About this exercise
Begin at the line containing "path.moveTo(r[0], r[1]);" in the data below and go on through the line containing "ctx.setLineDash(dash || []);", repeating each line exactly; include both ends and no other line.

Data extract
########################################

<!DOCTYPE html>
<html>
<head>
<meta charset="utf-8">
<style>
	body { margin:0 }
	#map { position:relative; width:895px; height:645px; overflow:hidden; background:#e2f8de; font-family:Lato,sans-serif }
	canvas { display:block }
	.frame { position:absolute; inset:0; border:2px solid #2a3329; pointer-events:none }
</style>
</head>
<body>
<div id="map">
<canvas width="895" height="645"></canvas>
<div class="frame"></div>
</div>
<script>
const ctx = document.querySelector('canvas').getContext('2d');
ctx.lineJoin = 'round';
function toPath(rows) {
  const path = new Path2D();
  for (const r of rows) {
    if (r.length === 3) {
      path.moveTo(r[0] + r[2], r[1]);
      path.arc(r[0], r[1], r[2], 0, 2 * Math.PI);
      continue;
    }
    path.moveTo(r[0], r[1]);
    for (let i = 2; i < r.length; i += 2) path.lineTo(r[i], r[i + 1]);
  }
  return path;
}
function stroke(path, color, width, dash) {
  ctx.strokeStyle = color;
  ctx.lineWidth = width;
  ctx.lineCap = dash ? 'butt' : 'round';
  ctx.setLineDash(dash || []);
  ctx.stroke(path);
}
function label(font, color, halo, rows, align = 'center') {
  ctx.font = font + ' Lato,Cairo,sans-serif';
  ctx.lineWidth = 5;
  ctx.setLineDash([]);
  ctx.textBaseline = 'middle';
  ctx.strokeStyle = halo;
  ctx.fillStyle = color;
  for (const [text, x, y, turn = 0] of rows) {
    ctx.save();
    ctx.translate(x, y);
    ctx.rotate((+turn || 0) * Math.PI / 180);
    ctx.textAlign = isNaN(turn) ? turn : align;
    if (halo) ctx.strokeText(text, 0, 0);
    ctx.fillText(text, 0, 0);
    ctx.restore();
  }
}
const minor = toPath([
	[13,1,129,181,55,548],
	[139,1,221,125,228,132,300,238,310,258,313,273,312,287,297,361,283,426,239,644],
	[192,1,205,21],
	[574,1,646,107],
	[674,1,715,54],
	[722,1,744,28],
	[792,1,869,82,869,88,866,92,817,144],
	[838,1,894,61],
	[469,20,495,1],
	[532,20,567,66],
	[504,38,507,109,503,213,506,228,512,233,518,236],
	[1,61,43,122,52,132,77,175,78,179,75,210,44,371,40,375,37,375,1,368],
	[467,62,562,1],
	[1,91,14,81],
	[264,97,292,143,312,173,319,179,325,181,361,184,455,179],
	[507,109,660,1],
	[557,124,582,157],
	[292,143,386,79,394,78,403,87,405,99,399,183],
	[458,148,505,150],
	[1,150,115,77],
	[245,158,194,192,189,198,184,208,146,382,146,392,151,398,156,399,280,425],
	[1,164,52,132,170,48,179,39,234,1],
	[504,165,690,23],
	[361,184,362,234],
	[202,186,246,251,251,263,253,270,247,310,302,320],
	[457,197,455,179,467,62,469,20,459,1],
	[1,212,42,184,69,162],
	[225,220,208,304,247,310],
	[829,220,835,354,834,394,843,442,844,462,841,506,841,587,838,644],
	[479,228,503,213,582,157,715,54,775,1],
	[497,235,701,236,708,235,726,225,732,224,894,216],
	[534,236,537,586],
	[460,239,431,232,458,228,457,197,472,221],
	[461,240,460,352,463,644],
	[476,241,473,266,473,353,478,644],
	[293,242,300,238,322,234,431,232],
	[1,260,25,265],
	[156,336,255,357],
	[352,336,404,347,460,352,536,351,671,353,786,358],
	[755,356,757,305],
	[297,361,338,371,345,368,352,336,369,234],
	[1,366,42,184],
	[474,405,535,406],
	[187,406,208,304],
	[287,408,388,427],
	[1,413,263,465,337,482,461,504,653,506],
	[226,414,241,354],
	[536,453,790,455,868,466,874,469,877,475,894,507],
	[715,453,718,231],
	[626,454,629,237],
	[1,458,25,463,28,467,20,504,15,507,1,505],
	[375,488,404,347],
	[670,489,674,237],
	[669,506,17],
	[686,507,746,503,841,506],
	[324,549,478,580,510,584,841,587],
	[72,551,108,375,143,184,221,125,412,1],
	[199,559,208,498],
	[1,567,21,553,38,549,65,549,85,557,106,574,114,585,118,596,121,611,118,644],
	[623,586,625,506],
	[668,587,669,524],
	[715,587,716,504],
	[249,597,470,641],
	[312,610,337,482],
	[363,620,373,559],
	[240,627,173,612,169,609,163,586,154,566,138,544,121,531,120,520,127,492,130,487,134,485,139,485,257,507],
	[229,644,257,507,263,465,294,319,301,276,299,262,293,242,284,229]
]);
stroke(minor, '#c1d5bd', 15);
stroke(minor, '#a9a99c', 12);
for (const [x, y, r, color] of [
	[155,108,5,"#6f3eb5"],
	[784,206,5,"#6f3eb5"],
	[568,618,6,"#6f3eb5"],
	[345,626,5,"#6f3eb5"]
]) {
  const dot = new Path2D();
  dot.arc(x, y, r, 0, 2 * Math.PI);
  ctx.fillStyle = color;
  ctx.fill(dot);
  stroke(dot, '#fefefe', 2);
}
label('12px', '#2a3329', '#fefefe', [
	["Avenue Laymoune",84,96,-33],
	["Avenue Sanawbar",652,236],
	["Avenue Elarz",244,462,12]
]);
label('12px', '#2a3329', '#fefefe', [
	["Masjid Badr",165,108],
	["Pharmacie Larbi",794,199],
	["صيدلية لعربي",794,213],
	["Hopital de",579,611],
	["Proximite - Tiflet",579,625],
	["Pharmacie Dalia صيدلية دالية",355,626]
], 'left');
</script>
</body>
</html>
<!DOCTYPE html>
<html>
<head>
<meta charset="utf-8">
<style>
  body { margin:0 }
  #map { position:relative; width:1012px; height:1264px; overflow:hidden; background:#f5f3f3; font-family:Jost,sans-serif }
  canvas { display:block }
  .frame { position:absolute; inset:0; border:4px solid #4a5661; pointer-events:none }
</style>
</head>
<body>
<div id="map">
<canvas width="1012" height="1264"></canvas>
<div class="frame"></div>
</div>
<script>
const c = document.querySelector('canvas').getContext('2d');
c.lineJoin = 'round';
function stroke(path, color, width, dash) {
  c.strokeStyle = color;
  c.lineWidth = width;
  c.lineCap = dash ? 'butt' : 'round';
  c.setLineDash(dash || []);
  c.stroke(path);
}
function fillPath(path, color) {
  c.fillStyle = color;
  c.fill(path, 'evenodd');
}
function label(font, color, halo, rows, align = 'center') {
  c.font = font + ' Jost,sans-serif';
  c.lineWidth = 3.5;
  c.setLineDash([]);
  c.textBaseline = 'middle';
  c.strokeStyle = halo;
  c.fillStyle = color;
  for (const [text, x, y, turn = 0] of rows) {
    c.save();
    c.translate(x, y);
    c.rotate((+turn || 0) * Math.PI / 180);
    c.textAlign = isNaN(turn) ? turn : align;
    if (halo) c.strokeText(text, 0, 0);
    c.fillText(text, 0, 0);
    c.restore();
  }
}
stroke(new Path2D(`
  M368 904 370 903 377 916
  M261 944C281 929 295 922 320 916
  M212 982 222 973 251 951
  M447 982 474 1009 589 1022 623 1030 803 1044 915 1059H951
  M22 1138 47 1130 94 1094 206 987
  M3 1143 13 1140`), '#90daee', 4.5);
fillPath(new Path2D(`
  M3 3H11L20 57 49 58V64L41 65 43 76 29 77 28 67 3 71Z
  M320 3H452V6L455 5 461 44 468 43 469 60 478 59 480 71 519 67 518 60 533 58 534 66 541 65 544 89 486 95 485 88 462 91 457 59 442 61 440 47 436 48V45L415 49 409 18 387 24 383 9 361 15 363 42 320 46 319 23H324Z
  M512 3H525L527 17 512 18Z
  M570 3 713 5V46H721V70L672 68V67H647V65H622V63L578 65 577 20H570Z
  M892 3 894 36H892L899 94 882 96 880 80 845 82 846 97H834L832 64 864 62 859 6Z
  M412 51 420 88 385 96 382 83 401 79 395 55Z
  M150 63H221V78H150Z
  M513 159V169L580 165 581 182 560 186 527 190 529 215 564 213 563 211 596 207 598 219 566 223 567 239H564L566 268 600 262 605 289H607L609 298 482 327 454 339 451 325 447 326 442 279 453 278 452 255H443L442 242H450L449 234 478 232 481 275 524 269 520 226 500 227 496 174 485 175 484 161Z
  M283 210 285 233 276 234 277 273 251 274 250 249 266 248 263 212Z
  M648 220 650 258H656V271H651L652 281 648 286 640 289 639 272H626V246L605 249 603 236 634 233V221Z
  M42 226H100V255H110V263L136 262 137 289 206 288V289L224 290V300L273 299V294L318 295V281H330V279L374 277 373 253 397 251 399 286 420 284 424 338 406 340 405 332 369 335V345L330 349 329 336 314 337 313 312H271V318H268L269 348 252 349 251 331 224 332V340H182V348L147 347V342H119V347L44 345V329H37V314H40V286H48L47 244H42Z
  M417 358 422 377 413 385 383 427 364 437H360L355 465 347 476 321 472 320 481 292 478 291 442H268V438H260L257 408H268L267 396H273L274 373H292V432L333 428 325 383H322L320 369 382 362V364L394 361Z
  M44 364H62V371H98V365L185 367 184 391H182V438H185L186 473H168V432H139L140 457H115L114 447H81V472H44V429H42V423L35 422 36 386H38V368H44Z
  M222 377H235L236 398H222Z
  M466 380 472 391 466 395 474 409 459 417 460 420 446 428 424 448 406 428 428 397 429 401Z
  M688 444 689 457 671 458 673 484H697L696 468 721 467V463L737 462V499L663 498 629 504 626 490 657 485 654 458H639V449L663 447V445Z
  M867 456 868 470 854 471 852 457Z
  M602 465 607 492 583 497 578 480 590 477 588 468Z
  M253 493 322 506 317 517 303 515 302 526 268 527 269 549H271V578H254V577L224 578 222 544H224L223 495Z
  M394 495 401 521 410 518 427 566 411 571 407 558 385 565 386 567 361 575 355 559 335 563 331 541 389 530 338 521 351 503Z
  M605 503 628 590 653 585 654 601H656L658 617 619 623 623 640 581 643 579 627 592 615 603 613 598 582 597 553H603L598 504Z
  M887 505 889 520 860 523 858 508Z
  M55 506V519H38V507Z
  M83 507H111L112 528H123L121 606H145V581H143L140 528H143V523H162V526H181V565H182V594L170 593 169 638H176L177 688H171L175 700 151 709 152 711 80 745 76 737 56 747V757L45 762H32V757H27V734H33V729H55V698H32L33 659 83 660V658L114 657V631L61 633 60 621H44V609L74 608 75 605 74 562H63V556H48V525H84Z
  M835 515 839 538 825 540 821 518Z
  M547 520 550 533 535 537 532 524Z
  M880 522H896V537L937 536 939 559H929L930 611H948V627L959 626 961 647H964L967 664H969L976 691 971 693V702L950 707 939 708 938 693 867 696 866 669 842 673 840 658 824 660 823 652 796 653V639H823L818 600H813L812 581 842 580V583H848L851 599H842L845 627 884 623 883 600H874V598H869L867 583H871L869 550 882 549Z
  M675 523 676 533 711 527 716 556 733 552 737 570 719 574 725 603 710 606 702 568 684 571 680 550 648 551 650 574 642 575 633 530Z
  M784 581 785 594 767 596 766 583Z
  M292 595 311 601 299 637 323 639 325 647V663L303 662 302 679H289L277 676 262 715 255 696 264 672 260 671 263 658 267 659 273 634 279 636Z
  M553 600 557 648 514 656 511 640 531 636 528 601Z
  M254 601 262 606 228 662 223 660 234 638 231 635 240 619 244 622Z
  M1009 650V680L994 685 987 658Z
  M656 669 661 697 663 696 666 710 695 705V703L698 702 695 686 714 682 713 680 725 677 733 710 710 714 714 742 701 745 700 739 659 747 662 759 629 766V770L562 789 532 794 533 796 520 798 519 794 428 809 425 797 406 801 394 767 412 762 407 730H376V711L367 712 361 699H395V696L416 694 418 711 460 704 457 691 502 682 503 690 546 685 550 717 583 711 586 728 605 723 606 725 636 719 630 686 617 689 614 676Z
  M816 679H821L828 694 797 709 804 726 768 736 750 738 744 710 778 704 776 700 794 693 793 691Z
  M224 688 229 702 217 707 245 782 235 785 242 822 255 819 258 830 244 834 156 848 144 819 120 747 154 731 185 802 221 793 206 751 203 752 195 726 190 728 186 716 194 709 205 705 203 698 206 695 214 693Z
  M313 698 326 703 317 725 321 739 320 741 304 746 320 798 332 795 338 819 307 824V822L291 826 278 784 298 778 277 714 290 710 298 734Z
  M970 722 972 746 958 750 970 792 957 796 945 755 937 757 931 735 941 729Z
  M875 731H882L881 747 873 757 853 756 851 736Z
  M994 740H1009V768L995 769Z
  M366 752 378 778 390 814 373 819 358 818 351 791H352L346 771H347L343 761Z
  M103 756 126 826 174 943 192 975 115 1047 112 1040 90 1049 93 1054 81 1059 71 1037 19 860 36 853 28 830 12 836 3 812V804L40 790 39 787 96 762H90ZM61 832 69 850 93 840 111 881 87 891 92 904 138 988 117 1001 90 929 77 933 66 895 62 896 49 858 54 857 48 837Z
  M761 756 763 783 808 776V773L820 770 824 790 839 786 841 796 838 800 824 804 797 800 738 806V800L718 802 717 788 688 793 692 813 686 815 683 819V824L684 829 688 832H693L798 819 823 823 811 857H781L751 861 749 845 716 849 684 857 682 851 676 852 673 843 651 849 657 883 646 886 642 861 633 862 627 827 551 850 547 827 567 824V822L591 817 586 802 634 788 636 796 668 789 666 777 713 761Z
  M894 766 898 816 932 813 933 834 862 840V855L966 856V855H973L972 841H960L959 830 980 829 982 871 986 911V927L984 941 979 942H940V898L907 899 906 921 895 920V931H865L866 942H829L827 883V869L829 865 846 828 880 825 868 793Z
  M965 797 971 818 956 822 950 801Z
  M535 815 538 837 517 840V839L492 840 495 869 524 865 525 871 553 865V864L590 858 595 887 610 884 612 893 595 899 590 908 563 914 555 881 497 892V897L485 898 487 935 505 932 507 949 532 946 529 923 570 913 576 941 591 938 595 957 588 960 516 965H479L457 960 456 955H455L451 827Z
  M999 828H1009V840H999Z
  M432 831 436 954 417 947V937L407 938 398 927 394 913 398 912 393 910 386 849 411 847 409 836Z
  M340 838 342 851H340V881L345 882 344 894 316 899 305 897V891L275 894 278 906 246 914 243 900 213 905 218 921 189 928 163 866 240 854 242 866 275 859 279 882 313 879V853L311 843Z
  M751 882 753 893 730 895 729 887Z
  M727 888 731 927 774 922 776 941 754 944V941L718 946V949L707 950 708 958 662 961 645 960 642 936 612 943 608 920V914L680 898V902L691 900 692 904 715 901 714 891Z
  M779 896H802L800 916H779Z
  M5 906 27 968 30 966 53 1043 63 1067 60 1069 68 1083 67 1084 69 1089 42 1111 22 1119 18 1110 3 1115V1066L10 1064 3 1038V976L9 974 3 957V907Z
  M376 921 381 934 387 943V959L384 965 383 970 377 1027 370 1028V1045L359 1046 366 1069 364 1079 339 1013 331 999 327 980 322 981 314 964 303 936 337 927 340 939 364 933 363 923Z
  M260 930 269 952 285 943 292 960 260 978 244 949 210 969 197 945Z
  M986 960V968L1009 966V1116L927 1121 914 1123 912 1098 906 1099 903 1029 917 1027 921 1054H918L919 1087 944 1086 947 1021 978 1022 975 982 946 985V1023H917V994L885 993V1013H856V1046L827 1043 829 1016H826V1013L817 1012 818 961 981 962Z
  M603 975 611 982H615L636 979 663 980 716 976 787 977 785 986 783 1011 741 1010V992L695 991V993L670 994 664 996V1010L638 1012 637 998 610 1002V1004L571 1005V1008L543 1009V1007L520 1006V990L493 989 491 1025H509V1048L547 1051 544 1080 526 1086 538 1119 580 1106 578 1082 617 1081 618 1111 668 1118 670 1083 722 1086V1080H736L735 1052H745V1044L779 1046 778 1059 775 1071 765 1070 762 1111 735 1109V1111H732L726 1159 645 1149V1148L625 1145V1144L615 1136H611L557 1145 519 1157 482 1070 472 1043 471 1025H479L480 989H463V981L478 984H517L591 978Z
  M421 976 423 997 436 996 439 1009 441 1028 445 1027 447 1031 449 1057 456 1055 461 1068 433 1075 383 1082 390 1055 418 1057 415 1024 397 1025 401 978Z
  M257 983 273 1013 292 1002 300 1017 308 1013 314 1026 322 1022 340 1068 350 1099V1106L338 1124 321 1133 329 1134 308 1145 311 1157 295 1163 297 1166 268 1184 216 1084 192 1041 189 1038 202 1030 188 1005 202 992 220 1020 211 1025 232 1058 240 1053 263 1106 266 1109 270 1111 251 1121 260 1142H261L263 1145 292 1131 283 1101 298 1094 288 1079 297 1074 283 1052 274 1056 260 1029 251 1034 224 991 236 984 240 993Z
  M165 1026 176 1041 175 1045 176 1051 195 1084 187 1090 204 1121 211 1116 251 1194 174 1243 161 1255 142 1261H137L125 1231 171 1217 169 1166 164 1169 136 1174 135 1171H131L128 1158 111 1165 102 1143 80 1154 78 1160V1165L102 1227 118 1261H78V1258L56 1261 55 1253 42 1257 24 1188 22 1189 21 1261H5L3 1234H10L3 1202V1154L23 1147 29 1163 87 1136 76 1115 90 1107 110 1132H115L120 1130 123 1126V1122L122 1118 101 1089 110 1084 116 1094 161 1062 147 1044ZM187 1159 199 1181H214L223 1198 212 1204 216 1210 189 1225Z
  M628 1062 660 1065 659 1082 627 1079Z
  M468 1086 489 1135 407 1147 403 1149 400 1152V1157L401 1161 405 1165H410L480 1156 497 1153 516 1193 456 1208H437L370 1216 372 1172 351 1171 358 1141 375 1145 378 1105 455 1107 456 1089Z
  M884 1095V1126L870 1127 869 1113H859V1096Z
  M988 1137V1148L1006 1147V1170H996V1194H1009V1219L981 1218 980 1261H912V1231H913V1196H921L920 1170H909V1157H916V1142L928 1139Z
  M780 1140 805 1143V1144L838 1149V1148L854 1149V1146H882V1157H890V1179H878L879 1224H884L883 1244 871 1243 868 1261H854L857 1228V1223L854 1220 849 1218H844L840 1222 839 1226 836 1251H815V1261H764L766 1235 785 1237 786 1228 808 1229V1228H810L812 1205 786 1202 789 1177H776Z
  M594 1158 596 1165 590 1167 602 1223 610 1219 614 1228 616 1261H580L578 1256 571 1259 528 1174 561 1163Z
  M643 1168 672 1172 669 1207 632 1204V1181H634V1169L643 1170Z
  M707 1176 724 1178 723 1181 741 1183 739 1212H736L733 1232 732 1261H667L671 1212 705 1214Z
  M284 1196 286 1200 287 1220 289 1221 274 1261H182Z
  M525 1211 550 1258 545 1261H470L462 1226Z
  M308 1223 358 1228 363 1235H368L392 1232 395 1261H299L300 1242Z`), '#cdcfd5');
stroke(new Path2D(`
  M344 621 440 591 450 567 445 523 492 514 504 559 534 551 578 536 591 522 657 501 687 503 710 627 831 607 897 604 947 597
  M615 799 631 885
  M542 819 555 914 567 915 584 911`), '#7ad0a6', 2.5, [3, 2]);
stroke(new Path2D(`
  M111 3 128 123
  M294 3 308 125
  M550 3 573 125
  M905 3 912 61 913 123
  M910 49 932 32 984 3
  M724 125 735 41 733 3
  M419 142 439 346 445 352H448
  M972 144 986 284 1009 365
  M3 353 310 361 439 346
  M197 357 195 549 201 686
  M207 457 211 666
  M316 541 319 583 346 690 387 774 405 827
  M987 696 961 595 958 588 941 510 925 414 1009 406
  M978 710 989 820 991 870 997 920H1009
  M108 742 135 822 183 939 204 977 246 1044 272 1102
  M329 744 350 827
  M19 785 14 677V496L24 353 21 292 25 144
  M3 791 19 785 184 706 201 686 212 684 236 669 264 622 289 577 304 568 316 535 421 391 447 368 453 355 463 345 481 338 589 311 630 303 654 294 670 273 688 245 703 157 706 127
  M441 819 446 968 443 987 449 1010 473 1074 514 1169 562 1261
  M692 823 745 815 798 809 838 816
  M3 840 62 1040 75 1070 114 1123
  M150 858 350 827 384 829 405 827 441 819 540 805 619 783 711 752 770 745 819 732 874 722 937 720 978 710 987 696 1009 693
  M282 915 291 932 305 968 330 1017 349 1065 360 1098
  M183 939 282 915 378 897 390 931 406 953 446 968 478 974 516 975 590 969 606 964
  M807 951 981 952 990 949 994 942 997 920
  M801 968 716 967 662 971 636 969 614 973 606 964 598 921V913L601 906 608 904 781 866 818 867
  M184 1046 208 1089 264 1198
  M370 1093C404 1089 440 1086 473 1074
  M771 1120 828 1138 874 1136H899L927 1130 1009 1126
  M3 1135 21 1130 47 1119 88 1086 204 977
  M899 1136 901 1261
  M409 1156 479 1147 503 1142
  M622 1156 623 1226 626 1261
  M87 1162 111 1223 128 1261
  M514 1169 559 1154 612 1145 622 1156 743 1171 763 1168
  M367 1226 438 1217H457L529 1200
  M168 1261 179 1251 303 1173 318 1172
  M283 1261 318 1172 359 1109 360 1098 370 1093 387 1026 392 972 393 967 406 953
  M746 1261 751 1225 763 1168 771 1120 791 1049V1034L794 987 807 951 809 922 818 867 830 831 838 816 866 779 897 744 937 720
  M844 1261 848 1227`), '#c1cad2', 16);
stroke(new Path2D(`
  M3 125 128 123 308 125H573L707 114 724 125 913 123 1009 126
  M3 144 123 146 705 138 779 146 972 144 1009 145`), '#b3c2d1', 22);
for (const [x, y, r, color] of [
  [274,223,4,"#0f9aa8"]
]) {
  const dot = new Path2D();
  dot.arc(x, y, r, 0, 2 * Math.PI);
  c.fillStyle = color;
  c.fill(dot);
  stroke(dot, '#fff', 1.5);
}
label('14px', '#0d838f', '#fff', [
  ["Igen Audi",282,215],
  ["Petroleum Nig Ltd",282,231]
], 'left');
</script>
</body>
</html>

########################################

Reply
    path.moveTo(r[0], r[1]);
    for (let i = 2; i < r.length; i += 2) path.lineTo(r[i], r[i + 1]);
  }
  return path;
}
function stroke(path, color, width, dash) {
  ctx.strokeStyle = color;
  ctx.lineWidth = width;
  ctx.lineCap = dash ? 'butt' : 'round';
  ctx.setLineDash(dash || []);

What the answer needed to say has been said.